14:15 「あなたがたは、わたしを愛しているならば、わたしの掟を守る。 14:16 わたしは父にお願いしよう。父は別の弁護者を遣わして、永遠にあなたがたと一緒にいるようにしてくださる。 14:17 この方は、真理の霊である。世は、この霊を見ようとも知ろうともしないので、受け入れることができない。しかし、あなたがたはこの霊を知っている。この霊があなたがたと共におり、これからも、あなたがたの内にいるからである。 14:18 わたしは、あなたがたをみなしごにはしておかない。あなたがたのところに戻って来る。 14:19 しばらくすると、世はもうわたしを見なくなるが、あなたがたはわたしを見る。わたしが生きているので、あなたがたも生きることになる。 14:20 かの日には、わたしが父の内におり、あなたがたがわたしの内におり、わたしもあなたがたの内にいることが、あなたがたに分かる。 14:21 わたしの掟を受け入れ、それを守る人は、わたしを愛する者である。わたしを愛する人は、わたしの父に愛される。わたしもその人を愛して、その人にわたし自身を現す。」

私たちの父なる神と主イエス・キリストから、恵みと平安とが、あなたがたにあるように。アーメン

先ほどお読みした御言葉には、先週に引き続き、これから人々に捕えられ十字架にかけられることとなる主イエスが、弟子たちへと語られた告別の言葉が記されていました。

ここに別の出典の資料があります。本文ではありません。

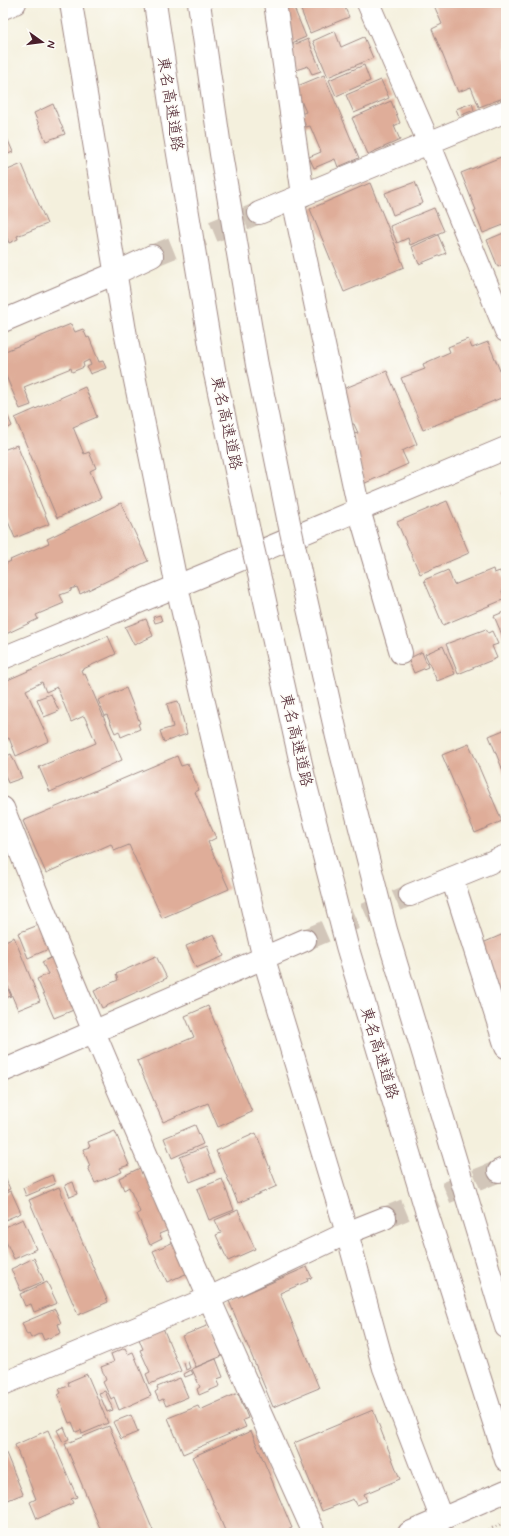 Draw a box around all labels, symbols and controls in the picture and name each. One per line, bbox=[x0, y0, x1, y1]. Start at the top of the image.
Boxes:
north arrow bbox=[22, 22, 62, 62]
text: N bbox=[43, 39, 58, 49]
street label: 東名高速道路 bbox=[152, 55, 188, 153]
street label: 東名高速道路 bbox=[206, 374, 246, 472]
street label: 東名高速道路 bbox=[275, 691, 317, 789]
street label: 東名高速道路 bbox=[355, 1004, 403, 1102] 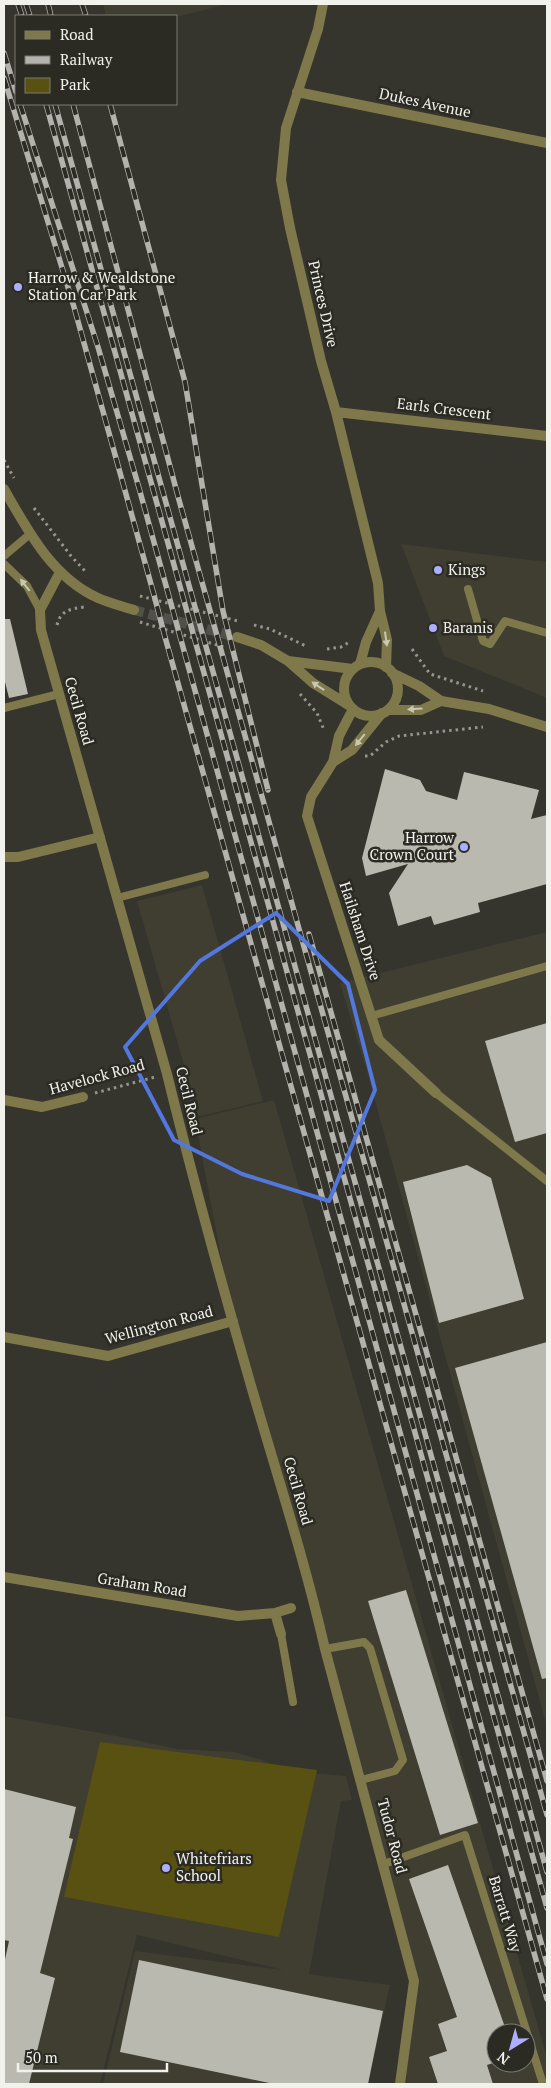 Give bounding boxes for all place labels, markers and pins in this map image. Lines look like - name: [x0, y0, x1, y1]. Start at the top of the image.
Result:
- place label: Harrow & Wealdstone Station Car Park: [28, 267, 175, 304]
- marker: Harrow & Wealdstone Station Car Park: [12, 281, 24, 293]
- place label: Kings: [448, 559, 486, 579]
- marker: Kings: [432, 564, 444, 576]
- place label: Baranis: [443, 617, 493, 637]
- marker: Baranis: [427, 622, 439, 634]
- place label: Harrow Crown Court: [369, 827, 455, 864]
- marker: Harrow Crown Court: [458, 841, 470, 853]
- place label: Whitefriars School: [176, 1848, 252, 1885]
- marker: Whitefriars School: [160, 1862, 172, 1874]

弟子たちは“わたしに従いなさい”と招かれた主イエスへと、家や家族、地位や財産など、全てを捨てて従いました。そうであるのに、3年経った時、その指導者が突然死刑にされてしまったら…。この別れによって、弟子たちがどれほど苦しむのかを主イエスは御存知でした。だからこそ、別れを直前に控えた最後の晩餐で、弟子たちにとって必要な“慰めの御言葉”を語られたのです。

「わたしは父にお願いしよう。父は別の弁護者を遣わして、永遠にあなたがたと一緒にいるようにしてくださる。この方は、真理の霊である」(ヨハネ14:16,17)。

主イエスの言われる「父」とは、世界の初めに天地を造られた「父なる神さま」を指します。主イエスは、御自身が天に帰られた後、父なる神さまから私たちのもとへと“弁護者、すなわち真理の霊が遣わされる”と、約束してくださいました。この真理の霊こそ、私たちが“聖霊”と呼ぶ方です。「父なる神」、「子なるイエス・キリスト」、「真理の霊」。名前は3通りですが、独りの神さまです。

天地創造を通して、世界と人とを大切に形造られた父なる神さま。そして、人の子として生まれ、人々と共に歩む中で、神さまの御心を実現されたイエス・キリスト。最後に、主イエスが天に昇られてから今に至るまで、生きる者一人ひとりを支えてくださる聖霊なる神さま。関わり方は違っても、それぞれの姿で私たちへと深い愛を送り続けて下さっている真実は変わりません。だからこそ、教会では、「父と子と聖霊の神」として、独りの神さまを呼ぶのです。

主イエスが願われ、父なる神さまが遣わして下さった「真理の霊」、すなわち「聖霊」とは、今を生きる私たちにとって“どのような関わり方をしてくださっているのか”が捉えにくいように思います。主イエスが弟子たちへと語られた御言葉から、聖霊なる神さまについて知らされていきたいのです。

「あなたがたは、わたしを愛しているならば、わたしの掟を守る。わたしは父にお願いしよう。父は別の弁護者を遣わして、永遠にあなたがたと一緒にいるようにしてくださる。この方は、真理の霊である。世は、この霊を見ようとも知ろうともしないので、受け入れることができない。しかし、あなたがたはこの霊を知っている。この霊があなたがたと共におり、これからも、あなたがたの内にいるからである。」(ヨハネ14:15-17)。

“主イエスは弟子たちを心から大切にされ、掟を語られた。弟子たちは大切な主イエスから語られた掟だからこそ守る”。ここに、愛で結ばれる関係がありました。そして、“主イエスを信じ、掟を大切にする者だけが「この霊があなたがたと共におり、これからも、あなたがたの内にいる」ということを知る”と主イエスは言われるのです。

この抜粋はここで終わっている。